WORK TO COMPLETE | Starting at the top of the entries below, write out each line up to and including the one containing "position:absolute; height:42px; border-radius:0px;". Leave the pictures out.

DATA TO PROCESS |

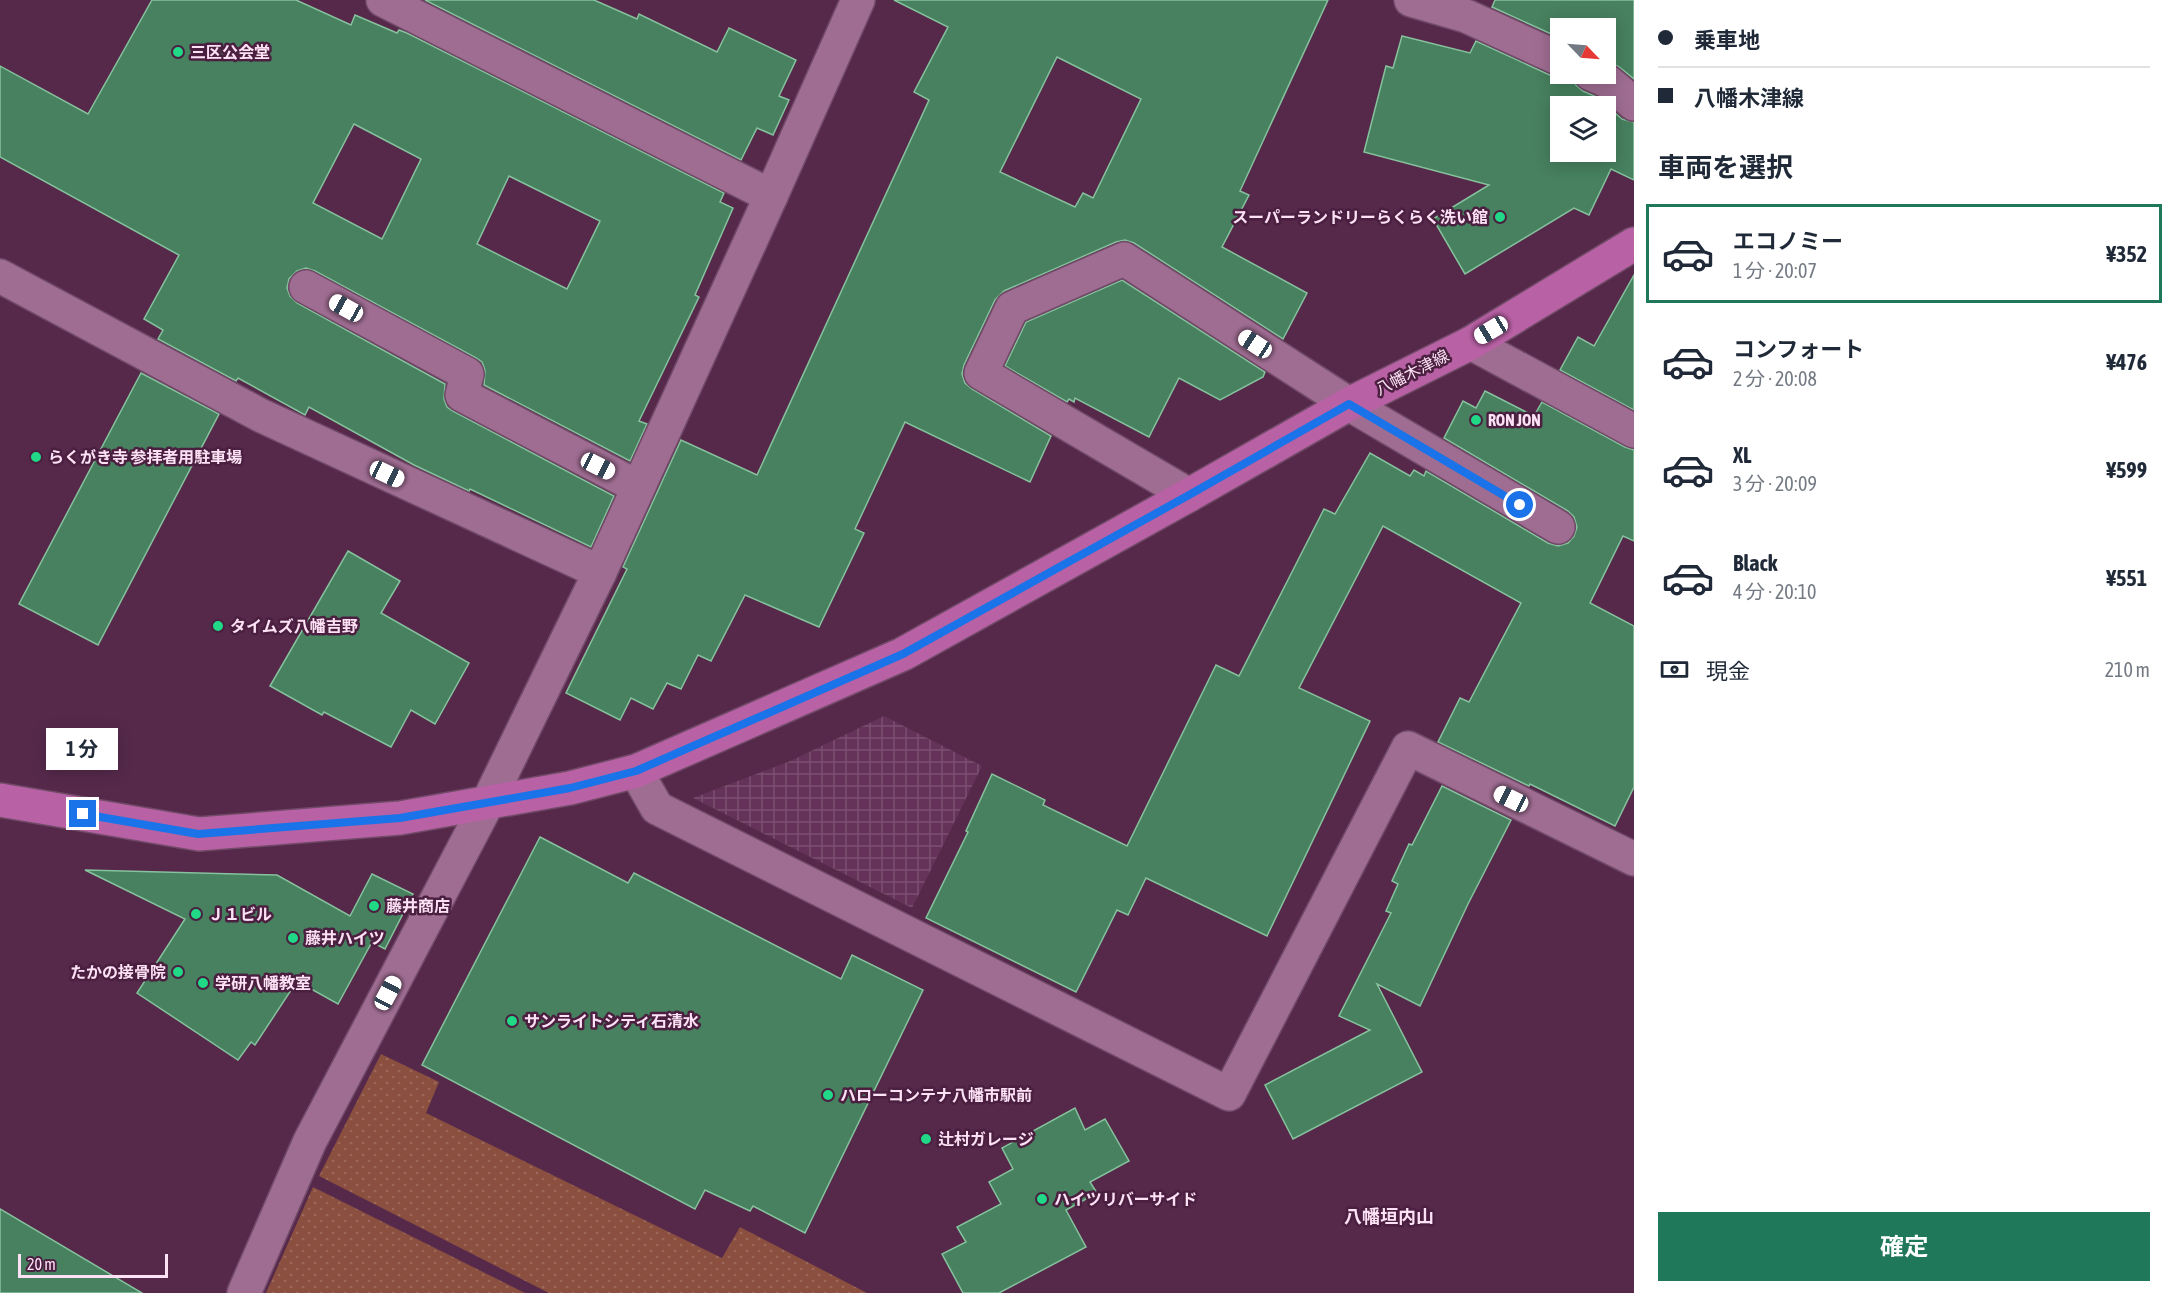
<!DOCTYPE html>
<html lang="ja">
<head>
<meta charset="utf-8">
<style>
  body { margin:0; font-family:"Asap Condensed","Noto Sans JP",sans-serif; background:#f2f2f3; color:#1f2937; height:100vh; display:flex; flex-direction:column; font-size:22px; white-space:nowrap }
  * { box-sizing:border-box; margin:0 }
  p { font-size:20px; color:#747a83 }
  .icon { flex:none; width:33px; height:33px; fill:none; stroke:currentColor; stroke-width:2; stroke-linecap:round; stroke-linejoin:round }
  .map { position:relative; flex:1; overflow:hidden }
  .details { display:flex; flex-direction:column; background:#fff; width:540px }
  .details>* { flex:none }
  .guide { display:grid; align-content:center; height:132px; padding:0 24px; background:#fff }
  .needle { width:39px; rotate:115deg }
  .fabs { position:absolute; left:1550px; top:18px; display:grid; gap:12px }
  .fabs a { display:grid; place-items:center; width:66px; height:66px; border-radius:0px; background:#fff; box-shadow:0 3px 15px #0003; font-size:30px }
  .scale { position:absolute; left:18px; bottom:15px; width:150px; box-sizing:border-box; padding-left:6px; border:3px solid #fde1f5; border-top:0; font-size:16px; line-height:21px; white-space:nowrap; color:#fde1f5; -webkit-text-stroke:4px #4a1f40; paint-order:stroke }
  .end { position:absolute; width:27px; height:27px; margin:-14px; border:8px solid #1a73e8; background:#fff; box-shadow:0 0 0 3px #fff }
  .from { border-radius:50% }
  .bubble { position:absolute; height:42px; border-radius:0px; background:#fff; box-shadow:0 3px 15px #0003; font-size:20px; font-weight:700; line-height:42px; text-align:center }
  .car { position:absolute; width:18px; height:36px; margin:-18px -9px; border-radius:8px; box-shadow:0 0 4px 2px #0007; background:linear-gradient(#fff 24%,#345 0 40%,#fff 0 76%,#345 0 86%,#fff 0) }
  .guide b { display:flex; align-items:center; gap:21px; height:57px; font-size:22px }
  .guide b+b { border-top:2px solid #e0e1e3 }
  .guide i { width:15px; height:15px; background:#1f2937 }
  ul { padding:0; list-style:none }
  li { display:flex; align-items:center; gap:18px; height:99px; margin:0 12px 9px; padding:0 12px; border:3px solid transparent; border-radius:0px }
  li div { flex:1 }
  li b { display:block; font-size:22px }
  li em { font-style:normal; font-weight:700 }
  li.active { border-color:#20785b }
  li>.icon { width:54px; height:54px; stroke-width:1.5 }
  h2 { padding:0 24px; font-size:27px; line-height:72px }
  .pay { display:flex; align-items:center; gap:15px; height:66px; padding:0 24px; font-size:22px }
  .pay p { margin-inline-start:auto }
  .primary-button { display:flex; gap:12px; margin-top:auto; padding:12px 24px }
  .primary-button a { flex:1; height:69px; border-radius:0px; background:#20785b; color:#fff; font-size:24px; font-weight:700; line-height:69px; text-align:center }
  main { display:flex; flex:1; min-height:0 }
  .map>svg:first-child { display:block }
  .industrial { fill:url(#industrial-grid) }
  .grass { fill:url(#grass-dots) }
  .building { fill:#47815f; stroke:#86c29d; stroke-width:1.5; fill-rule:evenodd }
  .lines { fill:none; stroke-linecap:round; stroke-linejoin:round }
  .minor-casing { stroke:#714a68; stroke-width:36 }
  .major-casing { stroke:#714a68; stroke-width:36 }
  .minor { stroke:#9f6d92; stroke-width:33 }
  .major { stroke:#b961a5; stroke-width:33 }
  .route { stroke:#1a73e8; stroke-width:8 }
  .poi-dot { fill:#21d887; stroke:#4a1f40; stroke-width:2 }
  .labels { text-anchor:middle; stroke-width:5; stroke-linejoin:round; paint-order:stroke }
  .poi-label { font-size:16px; font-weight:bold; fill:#fde1f5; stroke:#4a1f40; text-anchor:start }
  .street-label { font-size:16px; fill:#fde1f5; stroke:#4a1f40 }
  .neighbourhood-label { font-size:18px; font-weight:bold; fill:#fde1f5; stroke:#4a1f40 }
</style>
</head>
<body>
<main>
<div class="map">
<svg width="1634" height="1293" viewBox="0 0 1634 1293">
  <defs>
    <pattern id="industrial-grid" width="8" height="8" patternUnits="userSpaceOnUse" patternTransform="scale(1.5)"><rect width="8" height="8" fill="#653359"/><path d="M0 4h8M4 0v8" fill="none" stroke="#7c5071"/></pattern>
    <pattern id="grass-dots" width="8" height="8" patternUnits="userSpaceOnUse" patternTransform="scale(1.5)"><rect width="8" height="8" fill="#8a4f3e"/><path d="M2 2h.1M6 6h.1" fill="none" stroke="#9b685a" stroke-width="1.8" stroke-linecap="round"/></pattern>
  </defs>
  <rect width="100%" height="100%" fill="#56294b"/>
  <!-- industrial -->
  <path class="industrial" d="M884 716 982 766 912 908 693 798 788 762Z"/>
  <!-- grass -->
  <g class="grass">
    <path d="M381 1054 439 1082 426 1113 722 1258 740 1227 867 1293H549L319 1176Z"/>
    <path d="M313 1187 525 1293H266Z"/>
  </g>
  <!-- building -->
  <g class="building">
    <path d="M152 0H296L351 25 355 15 397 33 399 30 407 33 724 193 720 202 733 208 695 295 699 297 639 421 647 424 630 461 484 385 485 370 482 362 476 358 315 271 306 268 297 271 289 279 287 288 290 296 297 303 445 384 444 399 447 407 453 411 614 496 591 547 470 489 469 491 414 465 309 407 305 415 238 378 236 381 158 339 163 330 144 319 179 255 0 157V66L88 114ZM354 124 421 159 382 239 313 203ZM509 176 600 221 567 289 477 244Z"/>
    <path d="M425 0H594L637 19 639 14 717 52 729 28 796 60 779 96 789 100 773 135 757 128 741 160Z"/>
    <path d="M894 0H1328L1240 191 1249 195 1222 247 1307 293 1283 339 1134 243 1125 240 1116 242 1004 291 995 300 964 365 962 374 965 383 972 389 1051 436 1030 482 905 422 855 529 864 533 819 627 745 595 711 661 698 655 681 689 667 683 653 709 631 698 620 720 566 693 627 569 623 567 681 440 757 475 929 100 914 92 948 27ZM1057 57 1141 99 1093 198 1083 193 1075 207 1000 172Z"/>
    <path d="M1495 0H1634V79L1619 67 1605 60V28H1560V38L1492 7Z"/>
    <path d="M1402 36 1470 53 1476 41 1552 76 1562 78 1573 74 1576 85 1583 91 1597 97 1622 119 1634 122V180L1611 169 1589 215 1574 208 1465 274 1433 219 1489 185 1364 152 1386 66 1393 68ZM1560 106H1605V152H1560Z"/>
    <path d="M1634 275V410L1560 370 1578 337 1594 346Z"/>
    <path d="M1122 280 1265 372 1263 377 1220 400 1179 378 1149 437 1075 398 1074 402 1069 399 1067 402 1005 366 1026 322Z"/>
    <path d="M141 373 219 414 98 645 19 604Z"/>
    <path d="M1485 391 1534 416 1542 402 1625 447 1634 450V541L1623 536 1590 603 1634 626V787L1615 826 1530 784 1529 786 1438 742 1460 698 1469 702 1521 603 1383 526 1299 688 1370 721 1267 936 1146 878 1128 915 1117 910 1076 992 926 918 968 832 966 831 992 774 1045 800 1043 805 1127 846 1216 665 1239 676 1324 509 1335 514 1370 453 1410 476 1414 470 1424 476 1426 471 1548 543 1558 546 1568 543 1574 536 1577 527 1574 517 1568 511 1444 438 1463 401 1476 408Z"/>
    <path d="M348 551 400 581 381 613 469 663 435 724 411 710 391 747 324 712 322 715 270 686Z"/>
    <path d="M1442 786 1511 820 1468 904 1420 1006 1377 984 1422 1072 1293 1139 1265 1085 1370 1030 1339 1016 1391 913 1386 911 1398 884 1392 881 1409 844 1412 845Z"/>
    <path d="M540 837 628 883 634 873 841 979 852 955 923 990 805 1233 753 1206 750 1211 705 1190 695 1209 422 1065Z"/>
    <path d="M85 870 277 875 350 916 372 874 413 894 385 949 372 942 338 1004 297 981 255 1045 251 1042 238 1060 137 993 185 919Z"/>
    <path d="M1075 1108 1085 1130 1105 1119 1129 1161 1090 1182 1097 1193 1066 1210 1086 1247 999 1293H963L942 1254 966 1242 957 1227 1001 1204 989 1182 1013 1169 1002 1148Z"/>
    <path d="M0 1209 142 1293H0Z"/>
  </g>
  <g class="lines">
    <!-- minor casing -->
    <g class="minor-casing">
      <g id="minor">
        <path d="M383 0 771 196"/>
        <path d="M1411 0 1466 16 1560 59"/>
        <path d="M1591 74 1607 81 1634 104"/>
        <path d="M0 276 260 415 600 572"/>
        <path d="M306 287 467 374 462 395 638 487"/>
        <path d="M1471 343 1634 431"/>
        <path d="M1189 495 981 373 1012 308 1124 259 1349 404 1558 527"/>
        <path d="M636 771 657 808 1229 1094 1408 748 1634 859"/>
        <path d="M244 1293 310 1141 488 802 600 572 771 196 858 0"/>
      </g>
    </g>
    <!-- major casing -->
    <g class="major-casing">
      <path id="major" d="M0 800 199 834 400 818 570 788 636 771 903 654 1189 495 1349 404 1471 343 1634 244"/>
    </g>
    <!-- minor -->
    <use href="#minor" class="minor"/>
    <!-- major -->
    <use href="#major" class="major"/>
  </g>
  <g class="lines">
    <!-- route -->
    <path class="route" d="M83 814 198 834 400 818 570 788 636 771 903 654 1189 495 1349 404 1520 505"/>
  </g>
  <!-- markers -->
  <g class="poi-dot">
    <circle cx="178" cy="52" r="6"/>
    <circle cx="1500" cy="217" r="6"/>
    <circle cx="1476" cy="420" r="6"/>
    <circle cx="36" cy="457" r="6"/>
    <circle cx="218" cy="626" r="6"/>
    <circle cx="374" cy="906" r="6"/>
    <circle cx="196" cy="914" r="6"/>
    <circle cx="293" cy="938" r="6"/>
    <circle cx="178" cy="972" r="6"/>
    <circle cx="203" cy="983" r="6"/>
    <circle cx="512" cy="1021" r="6"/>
    <circle cx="828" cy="1095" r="6"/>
    <circle cx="926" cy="1139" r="6"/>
    <circle cx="1042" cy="1199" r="6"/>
  </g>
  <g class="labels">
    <!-- poi labels -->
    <g class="poi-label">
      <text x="190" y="58">三区公会堂</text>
      <text x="1488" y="223" text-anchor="end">スーパーランドリーらくらく洗い館</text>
      <text x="1488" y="426">RON JON</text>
      <text x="48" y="463">らくがき寺 参拝者用駐車場</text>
      <text x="230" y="632">タイムズ八幡吉野</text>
      <text x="386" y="912">藤井商店</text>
      <text x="208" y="920">Ｊ１ビル</text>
      <text x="305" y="944">藤井ハイツ</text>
      <text x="166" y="978" text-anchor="end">たかの接骨院</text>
      <text x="215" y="989">学研八幡教室</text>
      <text x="524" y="1027">サンライトシティ石清水</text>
      <text x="840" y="1101">ハローコンテナ八幡市駅前</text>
      <text x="938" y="1145">辻村ガレージ</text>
      <text x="1054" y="1205">ハイツリバーサイド</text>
    </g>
    <!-- street labels -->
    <g class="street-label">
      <text transform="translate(1412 372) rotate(-27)" y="6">八幡木津線</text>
    </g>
    <!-- neighbourhood labels -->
    <g class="neighbourhood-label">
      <text x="1389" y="1223">八幡垣内山</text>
    </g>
  </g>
</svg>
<div class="fabs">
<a><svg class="needle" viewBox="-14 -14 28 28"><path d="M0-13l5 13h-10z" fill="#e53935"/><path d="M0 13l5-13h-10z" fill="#747a83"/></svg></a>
<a><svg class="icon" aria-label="layers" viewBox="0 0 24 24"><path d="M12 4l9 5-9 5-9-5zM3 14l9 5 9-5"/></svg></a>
</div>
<div class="scale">20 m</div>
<i class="end from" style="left:1520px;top:505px"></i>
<i class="end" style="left:83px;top:814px"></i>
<div class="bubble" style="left:46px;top:728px;width:72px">1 分</div>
<i class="car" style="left:346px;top:308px;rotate:299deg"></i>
<i class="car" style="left:1491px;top:330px;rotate:239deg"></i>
<i class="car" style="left:1255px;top:344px;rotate:303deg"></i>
<i class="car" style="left:598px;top:466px;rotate:117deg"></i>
<i class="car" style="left:387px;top:474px;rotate:115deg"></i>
<i class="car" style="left:1511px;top:799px;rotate:296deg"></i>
<i class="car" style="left:388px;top:993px;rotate:28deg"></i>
</div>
<section class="details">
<div class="guide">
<b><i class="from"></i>乗車地</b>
<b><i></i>八幡木津線</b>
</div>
<h2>車両を選択</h2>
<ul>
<li class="active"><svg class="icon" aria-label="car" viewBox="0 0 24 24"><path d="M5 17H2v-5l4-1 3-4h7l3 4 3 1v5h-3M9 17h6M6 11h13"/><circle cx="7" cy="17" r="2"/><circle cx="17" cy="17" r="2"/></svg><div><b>エコノミー</b><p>1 分 · 20:07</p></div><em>¥352</em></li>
<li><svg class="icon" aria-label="car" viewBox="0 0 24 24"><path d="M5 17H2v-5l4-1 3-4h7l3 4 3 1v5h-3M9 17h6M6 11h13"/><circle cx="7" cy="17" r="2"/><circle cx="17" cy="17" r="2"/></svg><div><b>コンフォート</b><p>2 分 · 20:08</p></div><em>¥476</em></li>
<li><svg class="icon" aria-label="car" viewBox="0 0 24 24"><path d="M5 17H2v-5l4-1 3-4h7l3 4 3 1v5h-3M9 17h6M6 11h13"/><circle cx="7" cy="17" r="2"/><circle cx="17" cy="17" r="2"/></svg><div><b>XL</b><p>3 分 · 20:09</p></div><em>¥599</em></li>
<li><svg class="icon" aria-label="car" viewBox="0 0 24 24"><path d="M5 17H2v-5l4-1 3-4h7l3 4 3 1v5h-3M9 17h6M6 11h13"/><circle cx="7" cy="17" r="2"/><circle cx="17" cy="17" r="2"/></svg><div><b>Black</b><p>4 分 · 20:10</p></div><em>¥551</em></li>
</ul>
<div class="pay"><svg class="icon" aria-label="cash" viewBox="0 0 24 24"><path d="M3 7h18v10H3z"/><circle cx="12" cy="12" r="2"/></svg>現金<p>210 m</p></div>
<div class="primary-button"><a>確定</a></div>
</section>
</main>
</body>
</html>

ANSWER FOR THIS EXERCISE |
<!DOCTYPE html>
<html lang="ja">
<head>
<meta charset="utf-8">
<style>
  body { margin:0; font-family:"Asap Condensed","Noto Sans JP",sans-serif; background:#f2f2f3; color:#1f2937; height:100vh; display:flex; flex-direction:column; font-size:22px; white-space:nowrap }
  * { box-sizing:border-box; margin:0 }
  p { font-size:20px; color:#747a83 }
  .icon { flex:none; width:33px; height:33px; fill:none; stroke:currentColor; stroke-width:2; stroke-linecap:round; stroke-linejoin:round }
  .map { position:relative; flex:1; overflow:hidden }
  .details { display:flex; flex-direction:column; background:#fff; width:540px }
  .details>* { flex:none }
  .guide { display:grid; align-content:center; height:132px; padding:0 24px; background:#fff }
  .needle { width:39px; rotate:115deg }
  .fabs { position:absolute; left:1550px; top:18px; display:grid; gap:12px }
  .fabs a { display:grid; place-items:center; width:66px; height:66px; border-radius:0px; background:#fff; box-shadow:0 3px 15px #0003; font-size:30px }
  .scale { position:absolute; left:18px; bottom:15px; width:150px; box-sizing:border-box; padding-left:6px; border:3px solid #fde1f5; border-top:0; font-size:16px; line-height:21px; white-space:nowrap; color:#fde1f5; -webkit-text-stroke:4px #4a1f40; paint-order:stroke }
  .end { position:absolute; width:27px; height:27px; margin:-14px; border:8px solid #1a73e8; background:#fff; box-shadow:0 0 0 3px #fff }
  .from { border-radius:50% }
  .bubble { position:absolute; height:42px; border-radius:0px; background:#fff; box-shadow:0 3px 15px #0003; font-size:20px; font-weight:700; line-height:42px; text-align:center }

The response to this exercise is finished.